The woman knew everything. She had the facts. But she mistook Junior for a friend of her husband’s. Sometimes, at night, she would wake him up to tell him that she could not sleep. “It’s very windy here,” she would say, “they leave the window open, it feels like Siberia.”

She spoke in code, with the allusive and slightly idiotic tone used by those who believe in magic and predestination. Everything meant something else; the woman lived in a kind of paranoid mystical state. Junior wrote down the name of the hotel and the information about Fuyita. “There’s a woman living in a room that’s an absolute dump; she’s Fat-Man Saurio’s girlfriend. Are you getting all this down?” she asked him. “They’re going to close the Museum, so hurry. Fuyita is a gangster, they hired him as a security guard.” Suddenly, it occurred to him that the woman was in an insane asylum. A madwoman who called him from Vieytes Clinic to tell him a bizarre story about a Korean gangster who was a guard at the Museum. He imagined a pay phone at the hospital. That apparatus — on the dilapidated wall, in an open passageway, in front of the bare trees in the park — was the saddest thing in the world. The woman talked constantly about the machine. She relayed information to him, told him stories. “She’s connected, but she doesn’t even know it. She can’t free herself, she knows she has to talk to me, but she’s not aware of what’s happening to her.” Still, he confirmed all the facts and arranged to go to the Majestic. He had to use the informants he had. He did not have too many options. He was moving in the dark. The information was very well controlled. Nobody said anything. The fact that the street lights were always on was the only thing that revealed that there was a threat. Everybody seemed to be living in parallel worlds, unconnected. “I’m the only connection,” Junior thought.

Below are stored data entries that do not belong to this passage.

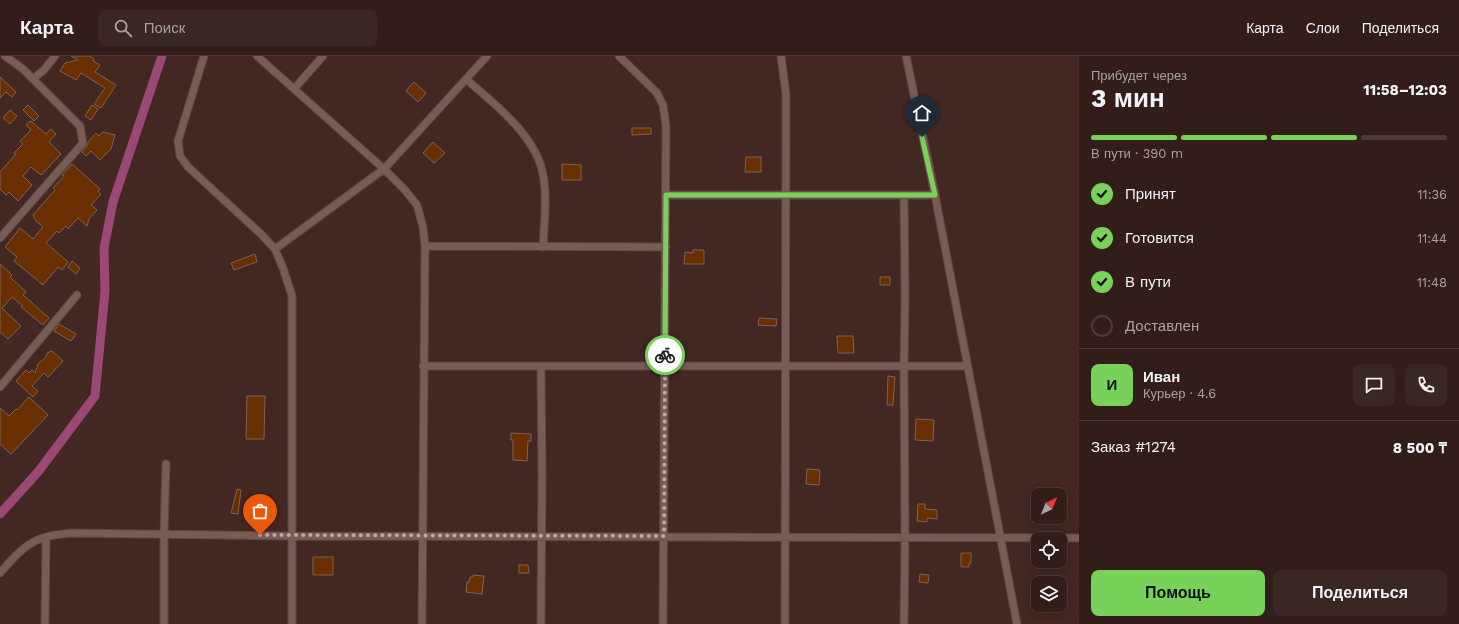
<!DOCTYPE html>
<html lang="ru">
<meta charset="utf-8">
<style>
:root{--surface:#321d1a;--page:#3a2623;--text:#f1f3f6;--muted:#a8a2a2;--line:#4d3b39;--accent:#78d158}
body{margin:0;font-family:"Work Sans",sans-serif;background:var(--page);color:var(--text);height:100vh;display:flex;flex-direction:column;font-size:15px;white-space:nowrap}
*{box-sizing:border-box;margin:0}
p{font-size:13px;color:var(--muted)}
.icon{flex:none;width:22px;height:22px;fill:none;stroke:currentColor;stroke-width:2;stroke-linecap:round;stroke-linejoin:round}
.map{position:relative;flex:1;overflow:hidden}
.sheet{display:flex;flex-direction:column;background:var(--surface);width:380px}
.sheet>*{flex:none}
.needle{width:26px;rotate:43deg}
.buttons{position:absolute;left:1031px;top:432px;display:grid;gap:8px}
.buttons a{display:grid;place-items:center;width:36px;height:36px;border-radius:8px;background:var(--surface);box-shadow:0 2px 10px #0003,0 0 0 1px var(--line);font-size:20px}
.pin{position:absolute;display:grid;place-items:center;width:34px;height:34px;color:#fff;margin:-41px -17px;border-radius:50% 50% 50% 0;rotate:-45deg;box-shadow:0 0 4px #0007}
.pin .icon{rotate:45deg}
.courier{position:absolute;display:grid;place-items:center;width:40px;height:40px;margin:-20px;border:3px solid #78d158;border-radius:50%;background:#fff;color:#222;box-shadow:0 1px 5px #0007}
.summary em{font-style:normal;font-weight:700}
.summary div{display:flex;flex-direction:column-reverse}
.summary{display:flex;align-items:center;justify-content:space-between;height:68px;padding:0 12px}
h1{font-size:26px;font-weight:700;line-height:30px}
.bar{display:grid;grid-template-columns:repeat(4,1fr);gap:6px 4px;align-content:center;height:48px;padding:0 12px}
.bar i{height:5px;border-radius:3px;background:var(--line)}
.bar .current{background:var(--accent)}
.bar p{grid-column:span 4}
.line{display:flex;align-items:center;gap:10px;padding:0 12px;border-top:1px solid var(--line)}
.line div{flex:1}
.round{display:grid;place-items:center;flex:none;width:42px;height:42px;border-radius:8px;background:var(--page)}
ol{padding:0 12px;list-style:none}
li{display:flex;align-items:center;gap:12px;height:44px}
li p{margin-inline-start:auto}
li .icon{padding:4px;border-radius:50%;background:var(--accent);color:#111;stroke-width:4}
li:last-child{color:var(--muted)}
li i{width:22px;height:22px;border:2px solid var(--line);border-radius:50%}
.primary-button{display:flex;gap:8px;margin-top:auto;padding:8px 12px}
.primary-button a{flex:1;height:46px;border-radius:8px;background:var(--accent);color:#111;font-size:16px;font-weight:700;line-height:46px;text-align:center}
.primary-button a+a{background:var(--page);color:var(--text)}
header{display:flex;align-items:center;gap:24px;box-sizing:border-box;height:56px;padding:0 20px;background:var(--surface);border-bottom:1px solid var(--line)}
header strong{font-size:19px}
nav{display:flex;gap:22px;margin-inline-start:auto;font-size:14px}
.search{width:280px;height:36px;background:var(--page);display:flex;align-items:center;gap:10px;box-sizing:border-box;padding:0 14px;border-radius:8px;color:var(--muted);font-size:15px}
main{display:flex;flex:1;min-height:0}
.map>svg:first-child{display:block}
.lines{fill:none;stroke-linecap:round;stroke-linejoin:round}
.canal{stroke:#9b4876;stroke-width:9}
.building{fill:#6a2f00;stroke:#7d6353}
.minor-casing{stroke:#5a4542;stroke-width:9}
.minor{stroke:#795b55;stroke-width:7}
.done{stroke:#bcaba7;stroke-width:4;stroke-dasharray:0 7.2}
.route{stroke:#78d158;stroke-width:5}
</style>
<header>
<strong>Карта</strong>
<div class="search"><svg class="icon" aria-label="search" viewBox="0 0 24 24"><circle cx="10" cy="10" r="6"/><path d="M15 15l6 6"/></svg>Поиск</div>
<nav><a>Карта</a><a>Слои</a><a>Поделиться</a></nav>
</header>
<main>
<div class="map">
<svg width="1079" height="568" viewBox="0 0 1079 568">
<rect width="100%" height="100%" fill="#422722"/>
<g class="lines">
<!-- canal -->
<path class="canal" d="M 0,458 L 38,416 L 95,340 L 105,235 L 104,192 L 113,146 L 162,0"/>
</g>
<!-- building -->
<path class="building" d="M 71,0 L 90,0 L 94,3 L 93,5 L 100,9 L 95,16 L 116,29 L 101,52 L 94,48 L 105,32 L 81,17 L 76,24 L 60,15 L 65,7 L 78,4 Z
M 0,21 L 16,36 L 12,41 L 6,36 L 0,42 Z
M 414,26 L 426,37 L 418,46 L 406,35 Z
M 28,49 L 39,60 L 34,65 L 23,54 Z
M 92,49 L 98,53 L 91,64 L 85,60 Z
M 10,54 L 17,60 L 10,68 L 3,62 Z
M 31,65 L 46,78 L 51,73 L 56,78 L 49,86 L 61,98 L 41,119 L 31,111 L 23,120 L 32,129 L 18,145 L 9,136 L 6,139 L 0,133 L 0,116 L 16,98 L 14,97 L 23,88 L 20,85 L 31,74 L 26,69 Z
M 632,72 L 651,72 L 651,78 L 632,79 Z
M 103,76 L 115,79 L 111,93 L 100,104 L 91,95 L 86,100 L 82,96 L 87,90 L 88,86 L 96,77 L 99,80 Z
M 433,86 L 445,97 L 434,107 L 423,97 Z
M 746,101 L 761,101 L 761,116 L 745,116 Z
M 72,108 L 100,133 L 98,135 L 101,138 L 91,149 L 97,154 L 89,163 L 87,170 L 78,162 L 68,173 L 66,170 L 59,177 L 57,175 L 46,187 L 68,206 L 62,214 L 58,211 L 43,229 L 14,205 L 17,201 L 5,191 L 20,172 L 33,183 L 43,171 L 36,165 L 33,159 L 55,134 L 53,132 L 64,120 L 62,119 Z
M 562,108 L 581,109 L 581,124 L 562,124 Z
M 693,194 L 704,194 L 704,208 L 684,208 L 685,196 L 693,197 Z
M 255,198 L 257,206 L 234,214 L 231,207 Z
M 72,205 L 80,212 L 76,218 L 68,211 Z
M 0,208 L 12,219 L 10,221 L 26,236 L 23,239 L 49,262 L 43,269 L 21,251 L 23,250 L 12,241 L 2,252 L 21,270 L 8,283 L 0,276 Z
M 880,221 L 890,221 L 890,229 L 880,229 Z
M 759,262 L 777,263 L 776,270 L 758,269 Z
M 59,268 L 76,278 L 71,285 L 54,275 Z
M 837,280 L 853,280 L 854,297 L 838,297 Z
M 52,295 L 63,305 L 48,321 L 44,317 L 32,330 L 38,335 L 33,341 L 16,325 L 26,314 L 29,317 L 32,314 L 35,317 L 38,308 L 46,301 L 47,297 Z
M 888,320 L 895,321 L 893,349 L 887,349 Z
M 247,340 L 265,340 L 264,383 L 246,383 Z
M 29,341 L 48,359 L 11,398 L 0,388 L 0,352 L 9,360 L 16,353 L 17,354 Z
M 916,363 L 934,364 L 933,385 L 915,384 Z
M 511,377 L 531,378 L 531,385 L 528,385 L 527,405 L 513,404 L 513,384 L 511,384 Z
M 807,413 L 820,414 L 819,429 L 806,428 Z
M 237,433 L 241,434 L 238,458 L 231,457 Z
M 918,448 L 925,448 L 925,453 L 937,454 L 937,463 L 927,462 L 927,466 L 917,465 Z
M 961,497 L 971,497 L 971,507 L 969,507 L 969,511 L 961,511 Z
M 313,501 L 333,501 L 333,519 L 313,519 Z
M 519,509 L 528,509 L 529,517 L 519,517 Z
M 920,518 L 929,519 L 928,527 L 919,526 Z
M 473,519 L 484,520 L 482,538 L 466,536 L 467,526 L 469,526 L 470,521 L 473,521 Z"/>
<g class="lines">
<defs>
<path id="minor" d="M 204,0 L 178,85 L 180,100 L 188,111 L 261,178 L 275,193 L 283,212 L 292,240 L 292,568
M 257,0 L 294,33 L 323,0
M 619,0 L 657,37 L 663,49 L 666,70 L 663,568
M 781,0 L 786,38 L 785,568
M 906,0 L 935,139 L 1017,568
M 33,23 L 44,14 L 55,0
M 466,23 C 493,47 533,77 542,114 C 548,137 544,167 543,191
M 294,33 L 384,113 L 404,133 L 417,149 L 423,171 L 425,190 L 422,568
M 666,139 L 935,139
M 0,182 L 83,87 L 80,70 L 23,13 L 5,0
M 425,190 L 666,191
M 275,193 L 384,113 L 487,0
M 423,310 L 968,310
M 541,310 L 542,419 L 541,568
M 0,331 L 77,239
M 0,517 C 13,502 26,486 46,481 C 54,478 63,478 71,477 L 292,480 L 1079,482
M 45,568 L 46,481
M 164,568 L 164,478 L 166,408
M 904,568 L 905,482 L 904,311 L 905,241 L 904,139"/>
</defs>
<!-- minor casing -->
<use href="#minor" class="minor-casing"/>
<!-- minor -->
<use href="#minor" class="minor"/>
</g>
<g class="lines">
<!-- done -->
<path class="done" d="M 260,479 L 664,480 L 665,299"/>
<!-- route -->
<path class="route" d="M 665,299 L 666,139 L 935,139 L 922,81"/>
</g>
</svg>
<div class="buttons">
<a><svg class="needle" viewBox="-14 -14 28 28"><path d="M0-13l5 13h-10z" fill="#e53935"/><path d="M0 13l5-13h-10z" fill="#a8a2a2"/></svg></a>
<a><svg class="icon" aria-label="locate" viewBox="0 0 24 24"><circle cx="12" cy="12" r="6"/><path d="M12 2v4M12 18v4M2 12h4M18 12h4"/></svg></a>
<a><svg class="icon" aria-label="layers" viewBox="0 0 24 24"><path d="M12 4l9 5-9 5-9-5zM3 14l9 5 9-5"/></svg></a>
</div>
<div class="pin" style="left:260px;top:479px;background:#ea580c"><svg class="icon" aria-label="bag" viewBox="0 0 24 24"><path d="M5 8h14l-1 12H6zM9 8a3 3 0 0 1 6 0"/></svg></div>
<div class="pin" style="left:922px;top:81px;background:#1f2937"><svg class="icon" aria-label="home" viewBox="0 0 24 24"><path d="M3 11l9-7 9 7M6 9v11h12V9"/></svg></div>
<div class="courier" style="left:665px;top:299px"><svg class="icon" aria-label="bike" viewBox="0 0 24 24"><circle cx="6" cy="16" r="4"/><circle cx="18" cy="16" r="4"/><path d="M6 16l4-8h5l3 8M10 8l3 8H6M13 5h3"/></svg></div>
</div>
<section class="sheet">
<div class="summary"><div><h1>3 мин</h1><p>Прибудет через</p></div><em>11:58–12:03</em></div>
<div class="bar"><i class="current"></i><i class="current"></i><i class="current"></i><i></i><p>В пути · 390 m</p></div>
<ol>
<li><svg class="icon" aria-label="check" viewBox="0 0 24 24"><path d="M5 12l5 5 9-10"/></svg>Принят<p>11:36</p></li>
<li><svg class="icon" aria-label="check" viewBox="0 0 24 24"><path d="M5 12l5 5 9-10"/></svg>Готовится<p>11:44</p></li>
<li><svg class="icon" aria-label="check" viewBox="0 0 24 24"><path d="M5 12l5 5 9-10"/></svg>В пути<p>11:48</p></li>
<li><i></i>Доставлен</li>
</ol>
<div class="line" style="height:72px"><b class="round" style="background:var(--accent);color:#111">И</b><div><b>Иван</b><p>Курьер · 4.6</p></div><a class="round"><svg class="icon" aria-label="chat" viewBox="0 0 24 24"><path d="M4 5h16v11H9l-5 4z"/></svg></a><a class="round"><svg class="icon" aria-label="phone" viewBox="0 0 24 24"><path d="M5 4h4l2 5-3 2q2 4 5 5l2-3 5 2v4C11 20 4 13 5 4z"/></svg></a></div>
<div class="line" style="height:52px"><div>Заказ #1274</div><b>8 500 ₸</b></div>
<div class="primary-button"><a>Помощь</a><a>Поделиться</a></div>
</section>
</main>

Everyone pretended to be a different person. Shortly before dying, Junior’s father had remembered a program he had heard on a BBC transmission about psychiatry called “Science for Everyone.” A doctor explained on the radio that you had to be careful when you came across a delirium of simulation; for example, that of a raving madman capable of docility, or of an idiot capable of feigning great intelligence. And his father laughed; his lungs hissed, he had difficulty breathing, but there he was, laughing. You never know if a person is intelligent or if they are an imbecile pretending to be intelligent. Junior hung up the telephone and returned to the bar. Renzi was already telling another episode from the story of his life.